Читать книгу Как я заболел и как я выздоровел. Экзематический псориаз. История выхода на устойчивую ремиссию - Максим Рудомёткин - Страница 2
Всего лишь пятна на коже
ОглавлениеОднажды я ехал на велосипеде по шоссе из Израиля в Палестину и одной рукой переключал карту навигатора. Что-то пошло не так, и я упал – на скорости в районе 30 км/ч. Всё произошло мгновенно: я сломал кисть левой руки, ударился лбом об асфальт, да ещё и потерял передний зуб, насквозь пробив им верхнюю губу. В состоянии шока я почти не чувствовал боли и даже на минуту забыл, в какой стране я нахожусь. Однако память вернулась, и я сам доехал до ближайшей АЗС. Помню, как рассматривал в зеркале кровь, хлеставшую из лба, и пытался понять по опухающей руке, смогу ли продолжить путешествие. В итоге – скорая помощь, гипс, швы на губе, пластыри и повязки на теле и голове. Травмы сильно поболели в первые дни, но уже через неделю швы сняли, и я вышел в офис, ведь заклеенный лоб и гипс на левой руке почти не мешают работать за компьютером. Помню, как с этим гипсом я ездил на своей машине с механической коробкой передач и даже сходил на вечеринку техно!

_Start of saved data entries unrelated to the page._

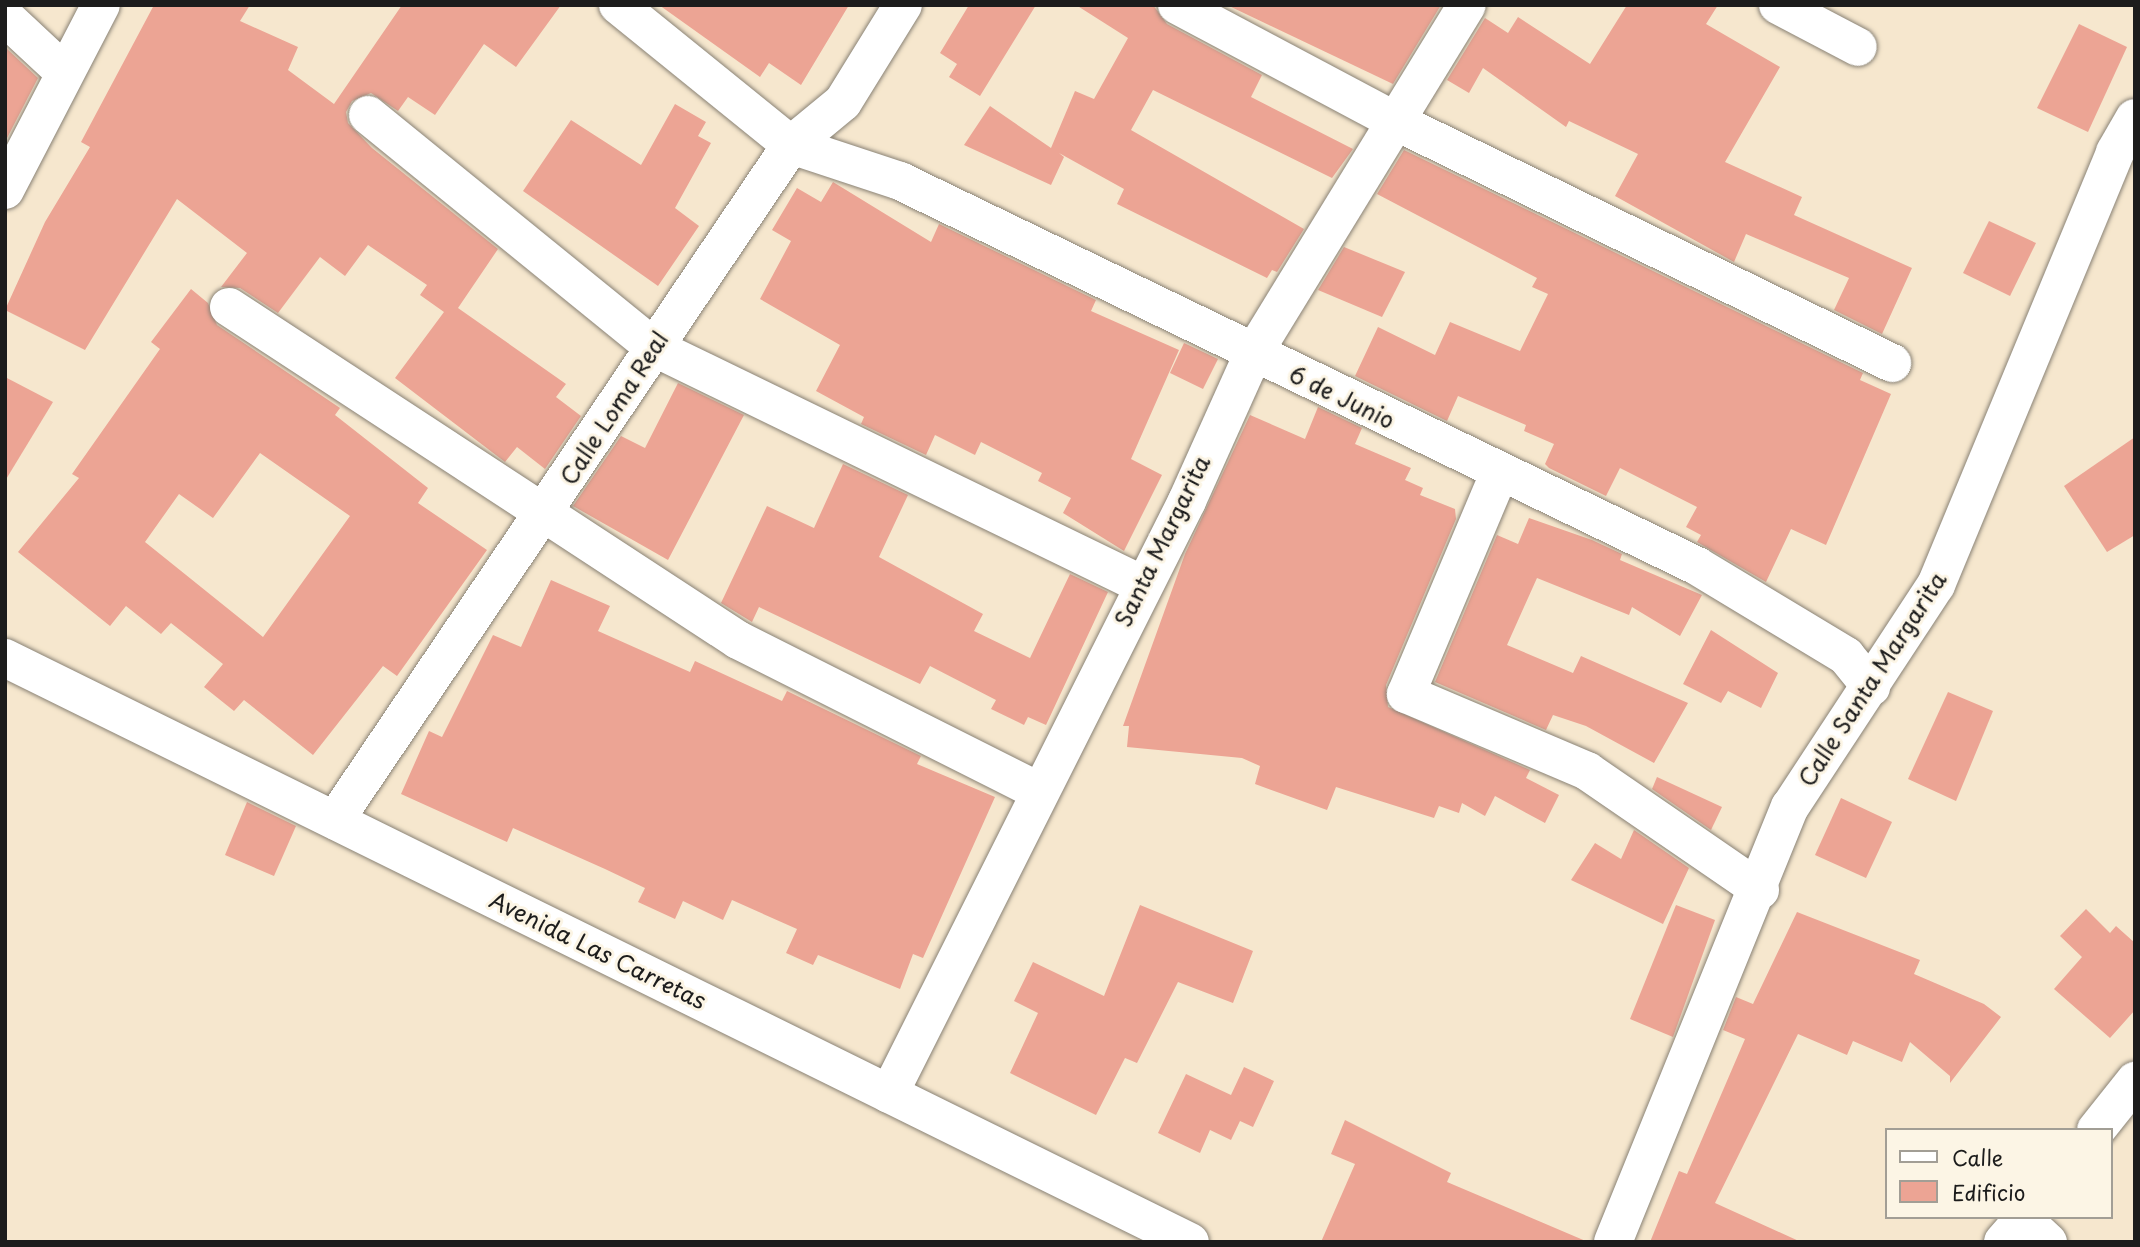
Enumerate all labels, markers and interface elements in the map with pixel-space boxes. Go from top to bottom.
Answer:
street label: Calle Loma Real [554,325,674,491]
street label: 6 de Junio [1283,359,1401,435]
street label: Santa Margarita [1108,451,1216,631]
street label: Calle Santa Margarita [1792,566,1952,792]
street label: Avenida Las Carretas [485,885,711,1015]
legend [1884,1128,2112,1219]
text: Calle [1952,1141,2003,1173]
text: Edificio [1952,1176,2025,1208]

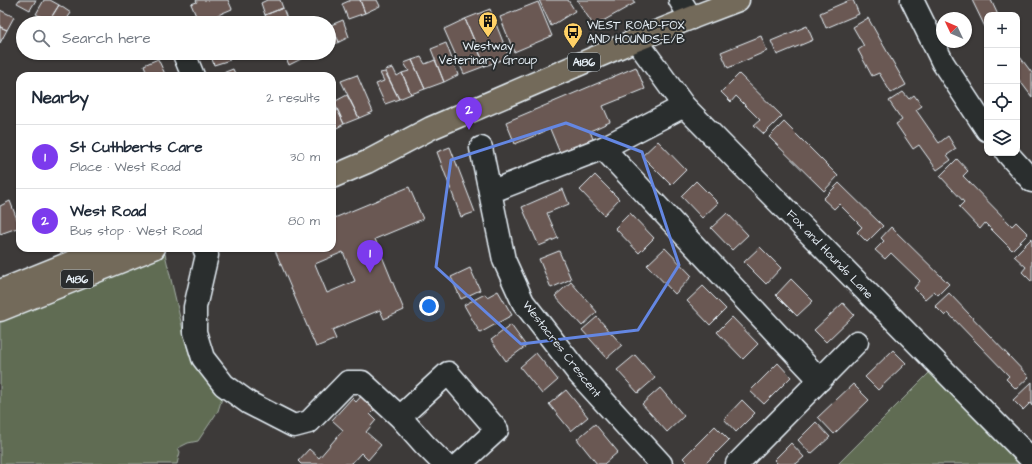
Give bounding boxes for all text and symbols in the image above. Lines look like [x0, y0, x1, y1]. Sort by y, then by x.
building icon: Westway Veterinary Group [477, 10, 499, 38]
north arrow [936, 12, 972, 48]
map controls [984, 12, 1020, 156]
button: + [984, 12, 1020, 48]
search box [16, 16, 336, 60]
place label: WEST ROAD-FOX AND HOUNDS-E/B [587, 17, 685, 48]
bus stop icon: WEST ROAD-FOX AND HOUNDS-E/B [562, 21, 584, 49]
icon: search [30, 27, 52, 49]
text: Search here [62, 28, 151, 49]
place label: Westway Veterinary Group [439, 38, 538, 70]
button: − [984, 48, 1020, 84]
road number: A186 [568, 53, 600, 71]
button: locate [984, 84, 1020, 120]
text: Nearby [32, 86, 89, 110]
text: 2 results [266, 89, 320, 107]
pin: 2 [456, 97, 482, 130]
button: layers [984, 120, 1020, 156]
text: St Cuthberts Care [70, 137, 203, 158]
text: 1 [44, 148, 46, 166]
text: 30 m [290, 148, 320, 166]
text: Place · West Road [70, 158, 181, 176]
text: West Road [70, 201, 146, 222]
street label: Fox and Hounds Lane [782, 206, 877, 303]
text: 2 [41, 212, 49, 230]
text: 80 m [288, 212, 320, 230]
text: Bus stop · West Road [70, 222, 202, 240]
pin: 1 [357, 240, 383, 273]
road number: A186 [61, 270, 93, 288]
your location [419, 296, 439, 316]
street label: Westacres Crescent [518, 297, 605, 401]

Всё это я пишу лишь для того, чтобы показать: некоторые истории точно не стоят книги. Падение в Израиле – очень эффектное на первый взгляд, но на самом деле здесь нечего обсуждать. Спустя два месяца от этого события не осталось и следа.
Когда у тебя травма, ты ежедневно чувствуешь выздоровление, чувствуешь позитивную тенденцию. Чуть меньше боли каждый день, чуть меньше размер пластыря, чуть больше разгибается сустав, на котором недавно был гипс. Если же у тебя серьёзное кожное заболевание, то очень часто ты день за днём ощущаешь лишь негативную тенденцию.
Экзематит так похож на ожоги или порезы. Только эти порезы и ожоги твой организм делает себе сам, и они не заживают.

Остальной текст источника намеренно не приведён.